Deutsche Reichstagsakten, Jüngere Reihe. Reichstagsakten unter Kaiser Karl V., XI. Band. Der Reichstag zu Regensburg 1541 bearbeitet von Albrecht P. Luttenberger, für den Druck vorbereitet von Christiane Neerfeld

Marburg StA, PA 586, fol. 5r–10r (Kop.).

Bestätigt den Empfang seines Schreibens vom 2. Juni 1. Hofft, dass er die Widerlegung und Richtigstellung der unwahren Behauptungen und Angaben ihrer Gegner gnädig aufnimmt. Es handelt sich um folgende Behauptungen: 1. Hg. Erich von Braunschweig-Lüneburg sei für sich und seine Erben dem Nürnberger Bund beigetreten. 2. Er habe in Gent für den Fall seines Todes seinen Sohn und seine Lande dem Kaiser anvertraut. 3. Sie habe bei Übernahme der Regierung die kirchlichen Verhältnisse auf der Grundlage der neuen Lehre neu geordnet.

Der Kaiser hat sie angewiesen, die religiösen Neuerungen abzustellen und ihren Sohn im alten Glauben erziehen zu lassen.

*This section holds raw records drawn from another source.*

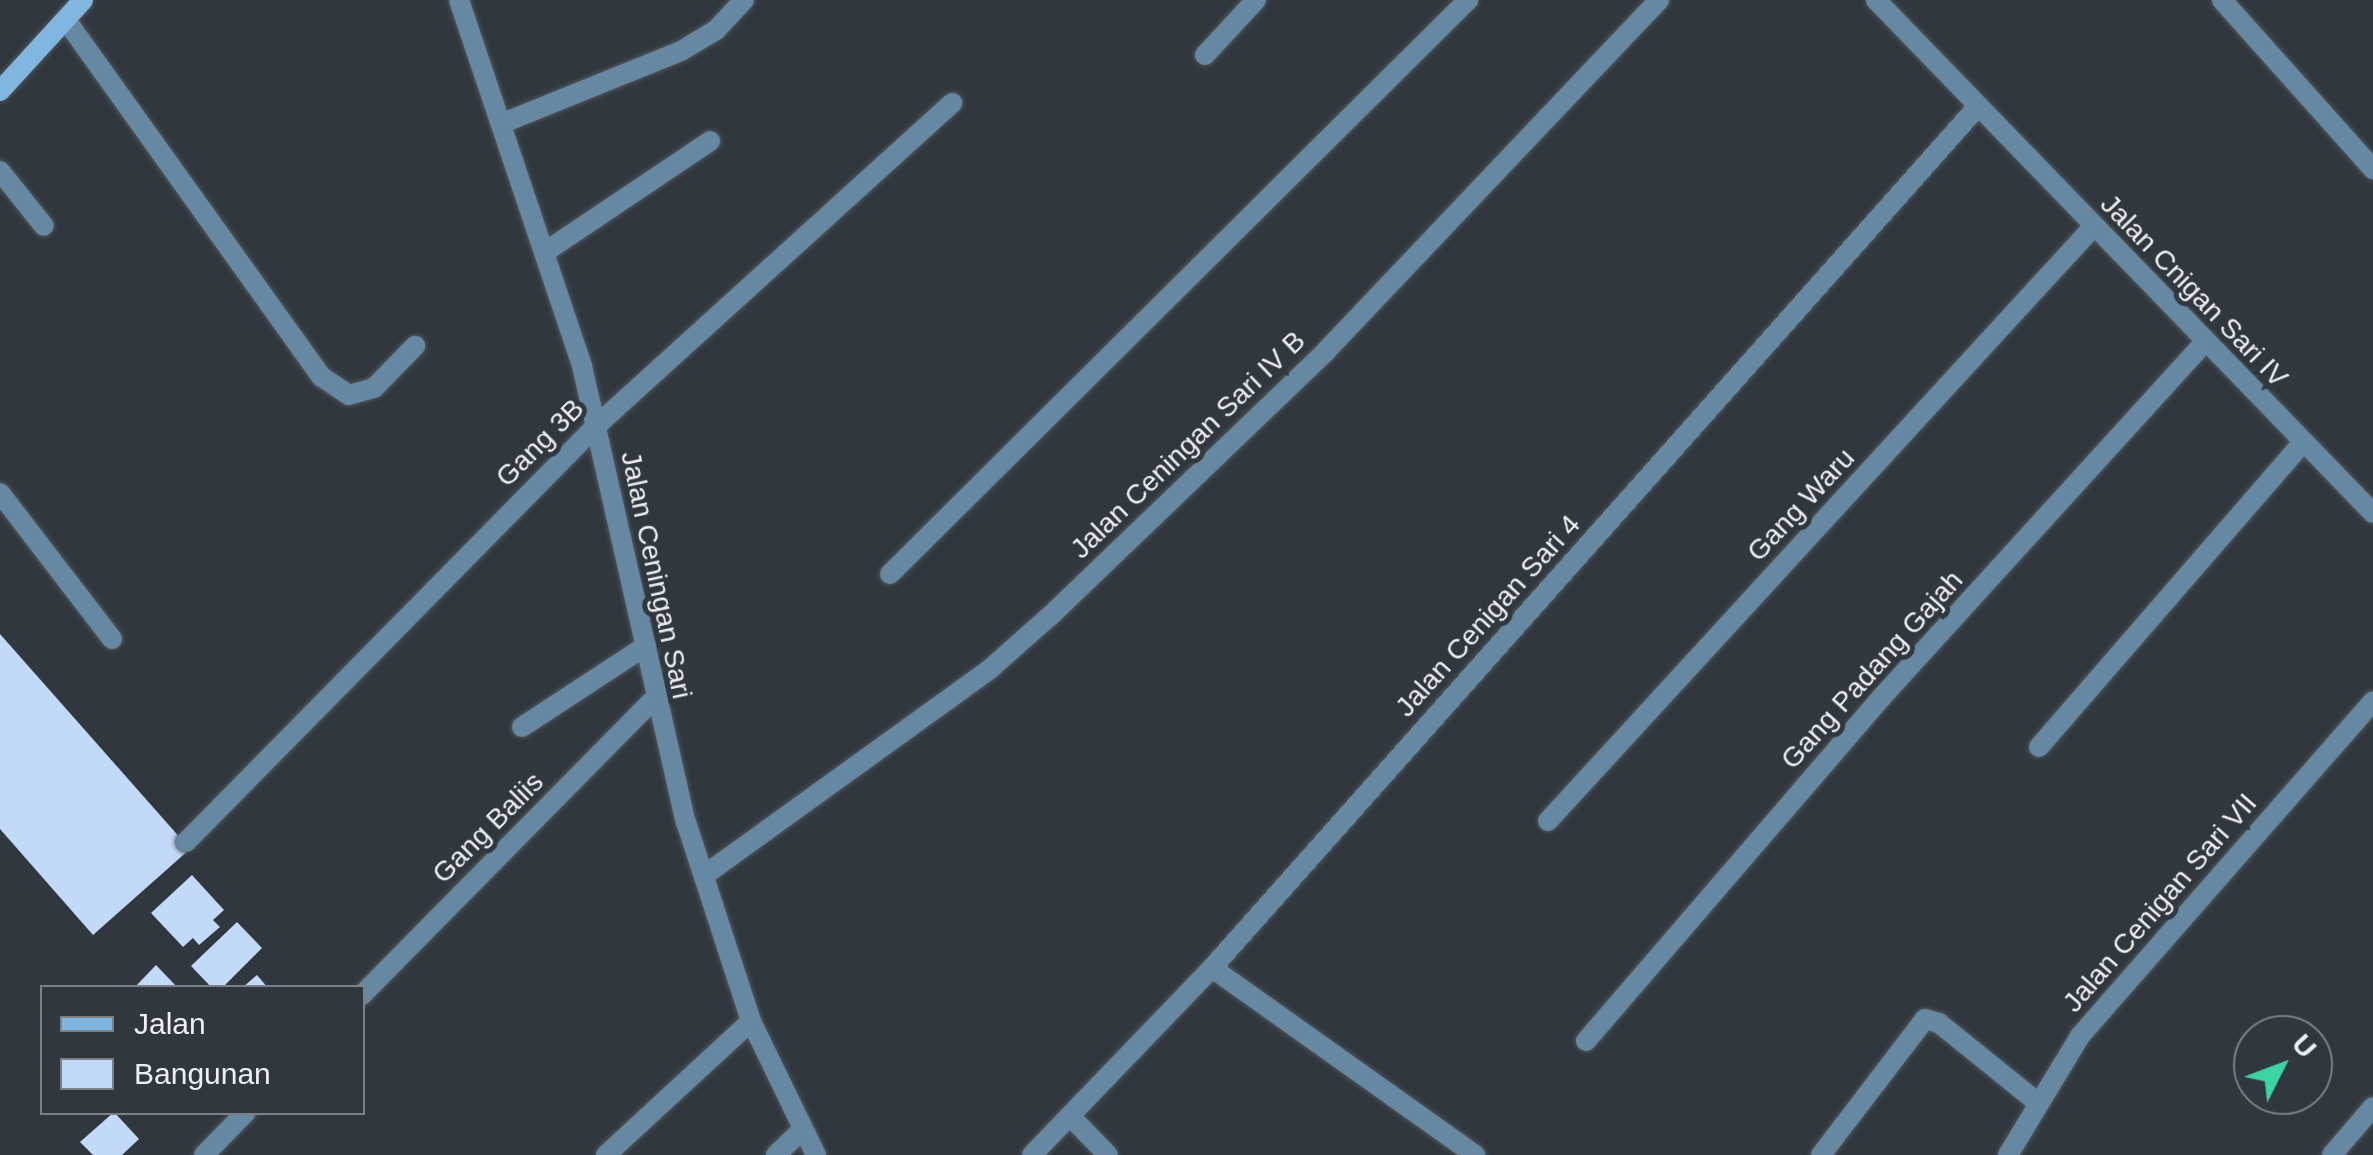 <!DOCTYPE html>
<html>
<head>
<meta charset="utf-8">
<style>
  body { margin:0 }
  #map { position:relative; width:2373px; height:1155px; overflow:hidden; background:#31373e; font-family:Helvetica,sans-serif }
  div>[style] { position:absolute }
  .building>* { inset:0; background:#c3d9f8 }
  .roads { filter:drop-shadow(0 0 2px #4f555b) drop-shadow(0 0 2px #4f555b) }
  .lane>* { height:20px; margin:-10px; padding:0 10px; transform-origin:10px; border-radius:10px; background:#6788a2 }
  .street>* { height:20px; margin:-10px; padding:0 10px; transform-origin:10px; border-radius:10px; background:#6788a2 }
  .secondary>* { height:20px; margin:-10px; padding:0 10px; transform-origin:10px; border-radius:10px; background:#80b6e0 }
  span { translate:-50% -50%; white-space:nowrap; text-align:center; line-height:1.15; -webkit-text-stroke:10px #31373e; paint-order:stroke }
  .street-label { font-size:28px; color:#edf0f5 }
  .legend { position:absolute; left:40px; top:985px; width:325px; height:130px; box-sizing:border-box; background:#31373e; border:2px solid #7c8187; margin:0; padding:12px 18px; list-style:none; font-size:30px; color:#edf0f5 }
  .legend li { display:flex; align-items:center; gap:20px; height:50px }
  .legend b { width:50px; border:2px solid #7c8187 }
  .north { position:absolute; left:2233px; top:1015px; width:100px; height:100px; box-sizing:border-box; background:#31373e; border:2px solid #7c8187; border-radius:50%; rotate:48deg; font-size:28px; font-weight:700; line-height:40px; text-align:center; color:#edf0f5 }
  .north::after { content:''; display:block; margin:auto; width:35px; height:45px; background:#3cd4a3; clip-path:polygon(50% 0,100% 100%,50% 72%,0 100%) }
</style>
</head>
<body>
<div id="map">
  <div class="building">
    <div style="clip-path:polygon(0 634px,190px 849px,93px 935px,0 829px)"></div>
    <div style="clip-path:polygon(192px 875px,224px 910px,213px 920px,220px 927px,199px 945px,193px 938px,183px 947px,151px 913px)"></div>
    <div style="clip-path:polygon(237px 922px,262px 948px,222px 988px,212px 988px,191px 966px)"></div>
    <div style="clip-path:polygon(156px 965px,178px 988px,134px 988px)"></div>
    <div style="clip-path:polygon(257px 975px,268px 988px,242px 988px)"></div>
    <div style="clip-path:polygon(114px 1112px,139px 1139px,122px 1155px,93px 1155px,80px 1142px)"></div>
  </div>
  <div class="roads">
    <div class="lane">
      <div style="left:66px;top:20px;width:439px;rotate:54.4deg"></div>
      <div style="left:322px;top:377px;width:32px;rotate:34deg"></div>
      <div style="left:349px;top:395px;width:26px;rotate:-16deg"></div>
      <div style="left:374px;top:388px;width:59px;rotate:-45.7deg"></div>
      <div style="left:0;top:171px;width:70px;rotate:51.3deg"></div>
      <div style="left:545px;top:252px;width:199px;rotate:-33.9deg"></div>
      <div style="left:0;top:493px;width:184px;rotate:52.5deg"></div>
      <div style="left:522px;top:727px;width:148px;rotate:-33.2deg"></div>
    </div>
    <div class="street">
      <div style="left:459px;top:0;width:386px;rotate:71.4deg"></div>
      <div style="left:582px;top:366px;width:468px;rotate:77.2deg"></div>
      <div style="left:686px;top:822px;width:209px;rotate:71.9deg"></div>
      <div style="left:751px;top:1021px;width:149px;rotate:64.1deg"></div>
      <div style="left:1876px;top:0;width:714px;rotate:45.91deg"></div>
      <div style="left:2222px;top:0;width:227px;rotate:48.2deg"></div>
      <div style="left:1205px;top:55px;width:75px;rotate:-47.2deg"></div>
      <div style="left:503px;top:123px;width:192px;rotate:-22deg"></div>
      <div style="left:681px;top:51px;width:41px;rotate:-31deg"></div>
      <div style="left:716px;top:30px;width:41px;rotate:-47deg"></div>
      <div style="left:890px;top:574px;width:815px;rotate:-44.8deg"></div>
      <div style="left:2039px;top:747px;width:402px;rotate:-49.1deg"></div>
      <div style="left:1548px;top:821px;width:808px;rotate:-47.46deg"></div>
      <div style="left:186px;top:842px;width:584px;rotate:-45.42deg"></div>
      <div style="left:596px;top:426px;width:481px;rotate:-42.2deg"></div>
      <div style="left:706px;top:874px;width:350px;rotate:-35.8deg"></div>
      <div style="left:990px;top:669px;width:80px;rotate:-41.5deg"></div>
      <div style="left:1050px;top:616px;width:383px;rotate:-43.8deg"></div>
      <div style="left:1326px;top:351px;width:484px;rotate:-46.5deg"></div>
      <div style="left:1212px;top:968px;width:323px;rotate:35.4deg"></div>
      <div style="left:362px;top:995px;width:414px;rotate:-45.4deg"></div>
      <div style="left:1586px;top:1041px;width:452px;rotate:-49.3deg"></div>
      <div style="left:1881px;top:698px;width:481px;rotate:-47.7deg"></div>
      <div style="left:1070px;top:1116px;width:54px;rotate:45.7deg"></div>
      <div style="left:204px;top:1155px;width:60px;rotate:-45.7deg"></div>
      <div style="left:606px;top:1155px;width:197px;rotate:-42.7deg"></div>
      <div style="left:776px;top:1155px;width:36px;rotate:-44deg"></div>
      <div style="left:1032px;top:1155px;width:260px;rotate:-46.1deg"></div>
      <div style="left:1212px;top:968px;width:1153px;rotate:-48.37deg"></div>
      <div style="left:1821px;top:1155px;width:171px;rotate:-52.6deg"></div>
      <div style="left:1925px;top:1019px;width:15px;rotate:16deg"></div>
      <div style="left:1939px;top:1023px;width:127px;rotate:38.9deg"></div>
      <div style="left:2008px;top:1155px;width:139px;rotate:-58.8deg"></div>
      <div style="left:2080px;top:1036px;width:445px;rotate:-48.8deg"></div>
      <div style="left:2332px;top:1155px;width:63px;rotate:-49.5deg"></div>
    </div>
    <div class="secondary">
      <div style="left:0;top:91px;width:123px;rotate:-47.6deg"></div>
    </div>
  </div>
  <div class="street-label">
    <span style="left:2194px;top:291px;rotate:46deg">Jalan Cnigan Sari IV</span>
    <span style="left:540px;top:443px;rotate:-45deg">Gang 3B</span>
    <span style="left:1188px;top:445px;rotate:-44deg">Jalan Ceningan Sari IV B</span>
    <span style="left:1801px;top:505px;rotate:-47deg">Gang Waru</span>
    <span style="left:656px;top:575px;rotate:78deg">Jalan Ceningan Sari</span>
    <span style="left:1488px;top:616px;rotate:-48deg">Jalan Cenigan Sari 4</span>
    <span style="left:1872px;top:670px;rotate:-48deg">Gang Padang Gajah</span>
    <span style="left:488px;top:828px;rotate:-45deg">Gang Baliis</span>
    <span style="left:2160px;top:903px;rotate:-49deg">Jalan Cenigan Sari VII</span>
  </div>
  <ul class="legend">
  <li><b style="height:12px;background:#80b6e0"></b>Jalan</li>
  <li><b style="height:28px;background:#c3d9f8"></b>Bangunan</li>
  </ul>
  <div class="north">U</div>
</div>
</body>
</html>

Kann sich nicht erinnern, dass Hg. Erich Mitglied des Nürnberger Bundes gewesen sei. Wahr ist, dass einige Leute mehr aus Eigenutz dan zu furderung der religion und friedens im hl. reich den Herzog zum Beitritt gedrängt haben. Darüber hat sich Hg. Erich beschwert und den Kaiser persönlich gebeten, ihm den Bundesbeitritt nicht zuzumuten. Bis zum Tag zu Hagenau wurde dieser Bitte, wie Hg. Erich ihr eigenhändig aus Gent geschrieben hat, stattgegeben. Seine Räte, die mit ihm auf dem Hagenauer Tag waren, berichten, dass Hg. Erich dort den Bundesvertrag weder angenommen noch gesiegelt hat. Er war aber entschlossen, sich gegenüber Kaiser und Reich loyal zu verhalten, wozu auch sie im Namen ihres Sohnes bereit ist. Zweifelt nicht, dass auch ihr Sohn sich nach seiner Volljährigkeit nicht anders halten wird. Will ihn nach Kräften dazu ermahnen. Dankt dafür, dass der Kaiser in Gent ihren Sohn und die Lande in seinen Schutz und Schirm genommen hat. Hofft auch auf denselben Schutz für sich und ihre Töchter, worum auch Hg. Erich in seinem in Hagenau abgefassten Testament gebeten hat. Unrichtig ist allerdings, dass sie unmittelbar nach dem Tod Hg. Erichs die Regierung übernommen habe. Vielmehr war sie damals lange krank. Nach ihrer Genesung wurde sie von der Landschaft und der Ritterschaft aufgefordert, zusammen mit den anderen Vormündern gemäß dem Testament Hg. Erichs die Regierung zu übernehmen. Hat sich darüber zunächst aus triftigen Gründen beschwert. Aber nach den Zusagen, die Ritterschaft und Landschaft der regierung und testaments halb ihr und den anderen Vormündern auf dem Landtag zu Pattensen gaben, konnte sie sich nicht verweigern. Auf diese Weise und nicht anders ist sie neben den anderen Vormündern zur Regierung gekommen.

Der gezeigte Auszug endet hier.